Alex Mathew

Product Engineer. Code writer. Python enthusiast. Sports fan.

The TNT Journey - Part 4

latentview, plotly, tnt

When you have exams and an interesting problem that you have to complete in a few days, it’s not too cool to go down with a fever. These next couple of days are going to be a blaze with all the work. I need to get this done with.

Before picking the teams, I needed a way to visually represent the data I had so far. I needed to have the graphs look beautiful, and also easy to generate.

Enter Plotly

I think of it more as, the GitHub of Graphs.

I heard about Plotly during PyCon India 2014. I found it really interesting and decided to use it for any interesting project I had to work on (also because I put a Plotly sticker on my laptop, so I had to use it because I donated laptop real estate to it). Just as I was looking for ideas of things to work on, I came across TNT, so I decided that it might be a good time to start using Plotly.

It was so much easier than I thought.

I decided to use the Plotly Python API for generating some visual representations of the data. The documentation is very extensive, and the examples given are usually more than enough to get you going. The best part is how easy it is to collaborate and work on the graphs across languages/tools - when you have the link to your graph, all you have to do is add a .py or .r or .js or .m to work with the graph in Python, R, Javascript or Matlab. The link with .png gives the graph as an image, and .html gives an iframe that embeds the graph in a web page. How cool is that !

I decided to go with using iframes mainly because I wouldn’t have to edit the webpage every time I edited the graph.
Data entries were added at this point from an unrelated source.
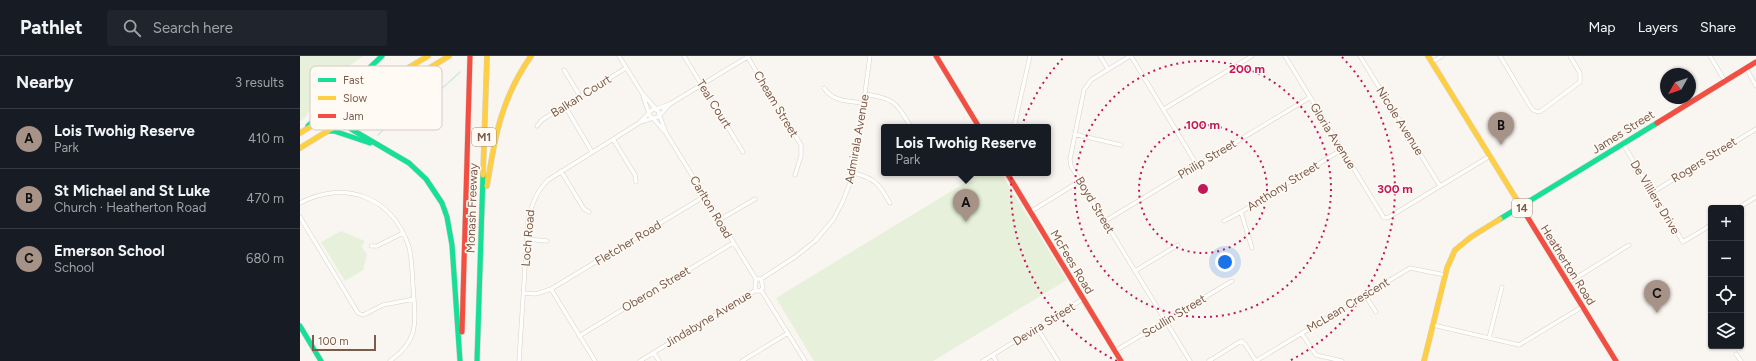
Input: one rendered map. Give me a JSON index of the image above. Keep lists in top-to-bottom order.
{
  "streets": {
    "main road": [
      "James Street",
      "M1",
      "Monash Freeway",
      "14",
      "McFees Road",
      "Heatherton Road"
    ],
    "street": [
      "Balkan Court",
      "Teal Court",
      "Cheam Street",
      "Nicole Avenue",
      "Gloria Avenue",
      "Admirala Avenue",
      "Philip Street",
      "Rogers Street",
      "Anthony Street",
      "De Villiers Drive",
      "Boyd Street",
      "Carlton Road",
      "Loch Road",
      "Fletcher Road",
      "Oberon Street",
      "McLean Crescent",
      "Scullin Street",
      "Jindabyne Avenue",
      "Devira Street"
    ]
  },
  "crossings": [
    ["Nicole Avenue", "Gloria Avenue"],
    ["James Street", "De Villiers Drive"],
    ["James Street", "Heatherton Road"],
    ["James Street", "McLean Crescent"],
    ["Gloria Avenue", "Philip Street"],
    ["Gloria Avenue", "Anthony Street"],
    ["Philip Street", "Boyd Street"],
    ["Rogers Street", "De Villiers Drive"],
    ["Boyd Street", "Scullin Street"],
    ["Carlton Road", "Loch Road"],
    ["Carlton Road", "Fletcher Road"],
    ["Carlton Road", "Oberon Street"],
    ["McFees Road", "Scullin Street"],
    ["McFees Road", "Devira Street"]
  ],
  "legend": ["Fast", "Slow", "Jam"],
  "scale_bar": "100 m",
  "north": "bottom left",
  "page": {
    "header": "Pathlet",
    "search": "Search here",
    "nav": ["Map", "Layers", "Share"],
    "heading": ["Nearby", "3 results"],
    "list": [
      {
        "mark": "A",
        "name": "Lois Twohig Reserve",
        "note": "Park",
        "value": "410 m"
      },
      {
        "mark": "B",
        "name": "St Michael and St Luke",
        "note": "Church · Heatherton Road",
        "value": "470 m"
      },
      {
        "mark": "C",
        "name": "Emerson School",
        "note": "School",
        "value": "680 m"
      }
    ],
    "pins": ["B", "A", "C"],
    "popup": ["Lois Twohig Reserve", "Park"],
    "map_buttons": ["+", "−"],
    "scale": "100 m"
  },
  "rings": ["200 m", "100 m", "300 m"]
}
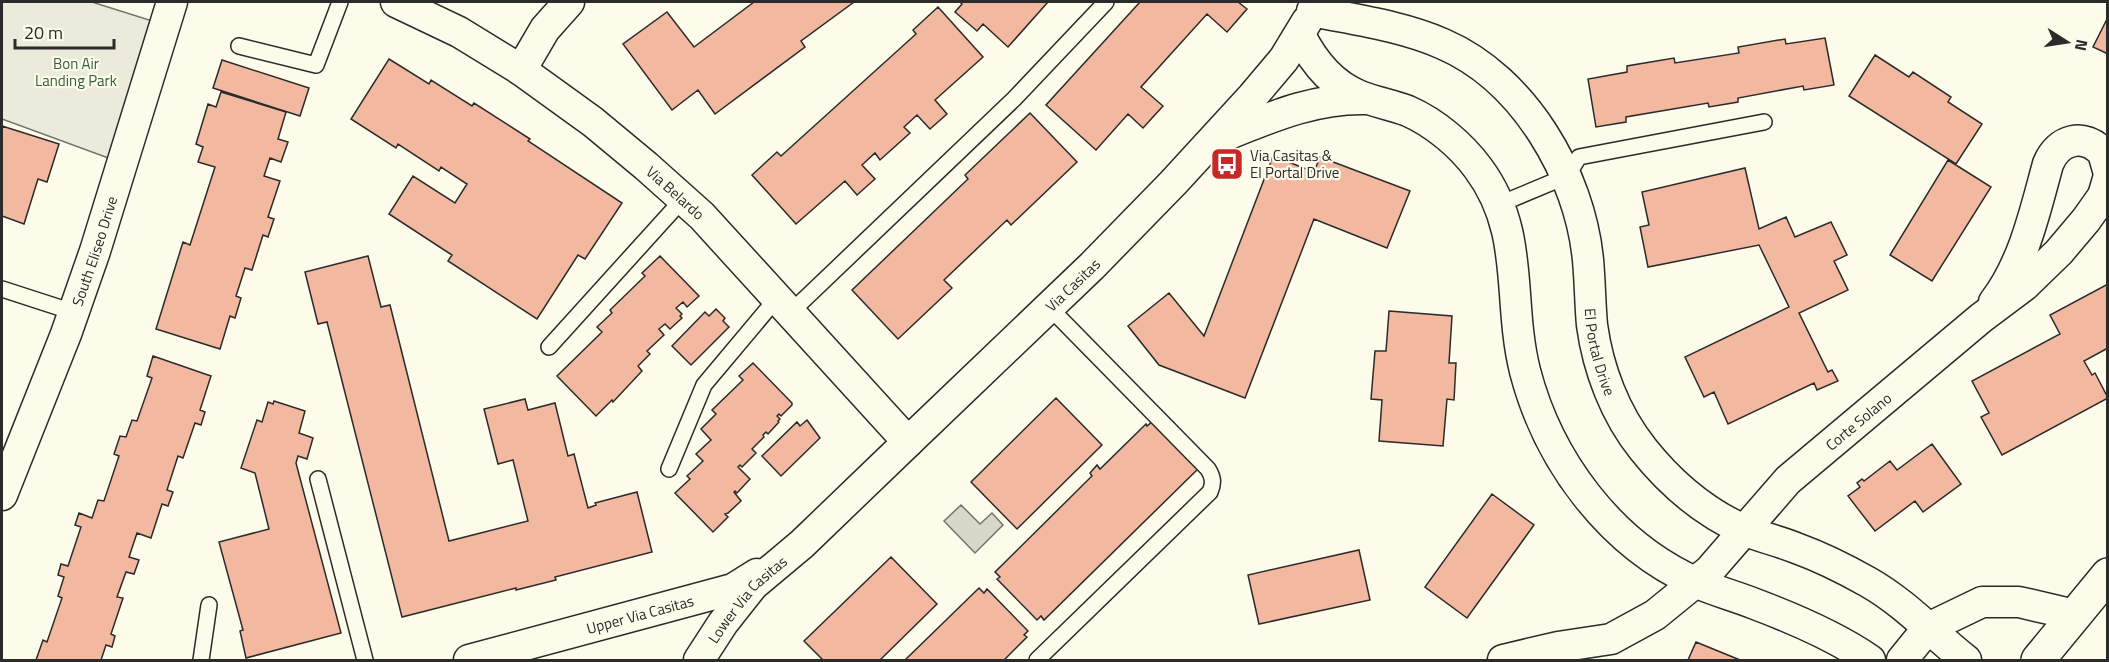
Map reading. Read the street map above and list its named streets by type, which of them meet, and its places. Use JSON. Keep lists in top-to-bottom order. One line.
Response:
{"streets":{"street":["Via Belardo","South Eliseo Drive","Via Casitas","El Portal Drive","Corte Solano","Lower Via Casitas","Upper Via Casitas"]},"crossings":[["Via Belardo","Via Casitas"],["Via Casitas","El Portal Drive"],["Via Casitas","Lower Via Casitas"],["Via Casitas","Upper Via Casitas"],["El Portal Drive","Corte Solano"],["Lower Via Casitas","Upper Via Casitas"]],"parks":["Bon Air Landing Park"],"places":{"bus stop":["Via Casitas & El Portal Drive"]},"scale_bar":"20 m","north":"right"}
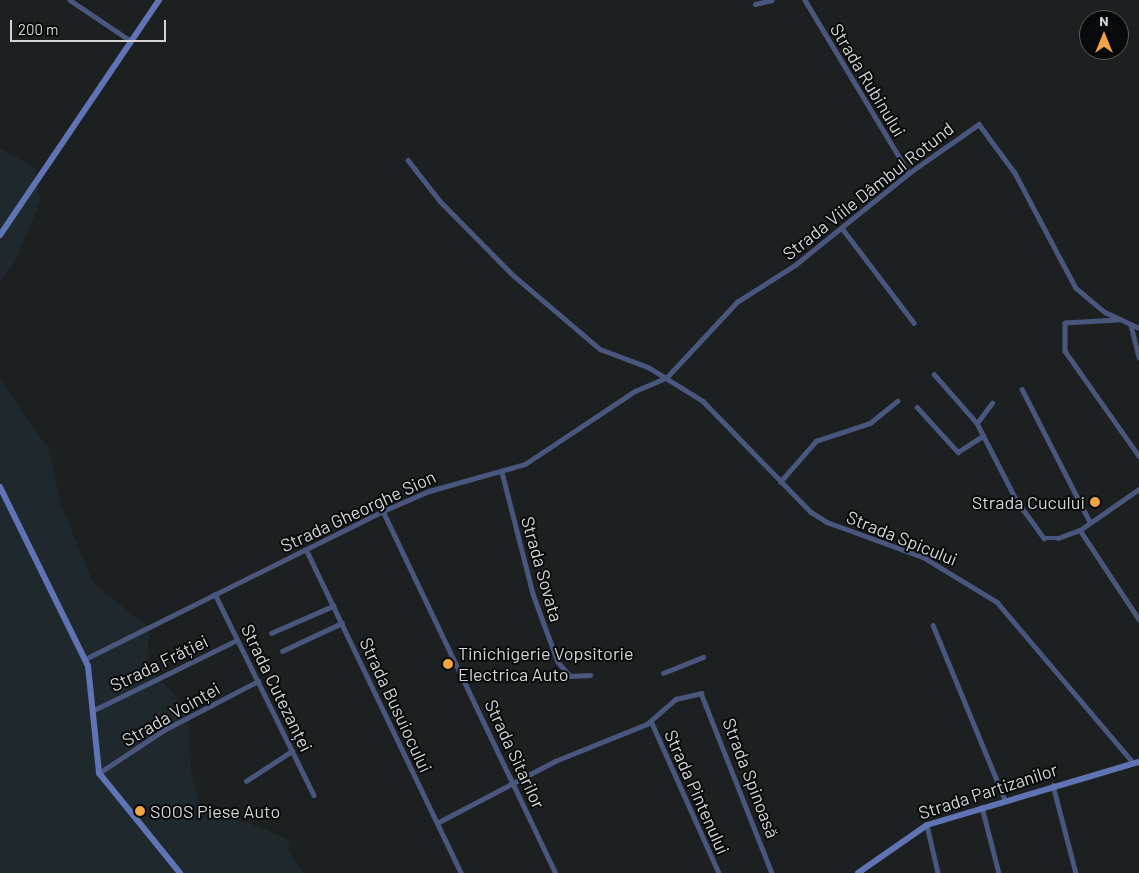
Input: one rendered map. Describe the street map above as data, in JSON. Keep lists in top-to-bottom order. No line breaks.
{"streets":{"street":["Strada Rubinului","Strada Viile Dâmbul Rotund","Strada Gheorghe Sion","Strada Spicului","Strada Sovata","Strada Frăției","Strada Cutezanței","Strada Busuiocului","Strada Voinței","Strada Sitarilor","Strada Spinoasă","Strada Partizanilor","Strada Pintenului"]},"crossings":[["Strada Rubinului","Strada Viile Dâmbul Rotund"],["Strada Viile Dâmbul Rotund","Strada Gheorghe Sion"],["Strada Viile Dâmbul Rotund","Strada Spicului"],["Strada Gheorghe Sion","Strada Spicului"],["Strada Gheorghe Sion","Strada Sovata"],["Strada Gheorghe Sion","Strada Cutezanței"],["Strada Gheorghe Sion","Strada Busuiocului"],["Strada Gheorghe Sion","Strada Sitarilor"],["Strada Spicului","Strada Partizanilor"],["Strada Frăției","Strada Cutezanței"],["Strada Cutezanței","Strada Voinței"],["Strada Spinoasă","Strada Pintenului"]],"places":["Strada Cucului","Tinichigerie Vopsitorie Electrica Auto","SOOS Piese Auto"],"scale_bar":"200 m","north":"top"}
It would be really useful when I worked on my data often.

So I went ahead and built histograms for each of the 7 batting/bowling statistics that I mentioned in the previous post.

Starting off with the batting stats.

  • Runs per wicket
  • Runs per 100 balls
  • Pinch hitting rate

The bowling stats.

  • Overs to concede 100 runs
  • Wickets per 10 overs
  • Overs to concede 10 boundaries
  • Overs to concede an extra

Now, this is useful to notice how I can’t use the entire player dataset to generate my team, because it would end up skewed in favour of players who rarely played. A player who has bowled only one over in the given timeframe, and conceded just 1 run along with taking a wicket will have statistics like 100 overs to concede 100 runs and 10 wickets per 10 overs - which is obviously messed up. So I need to set a minimum number of innings that a player should have batted or bowled in, if the player has to be considered for the team. I’m setting that number at 23 - I’ll see how it turns out and make changes if I have to.

I’ll continue using Plotly to represent other statistics of the generated team. And that is what I’ll have to start working on now.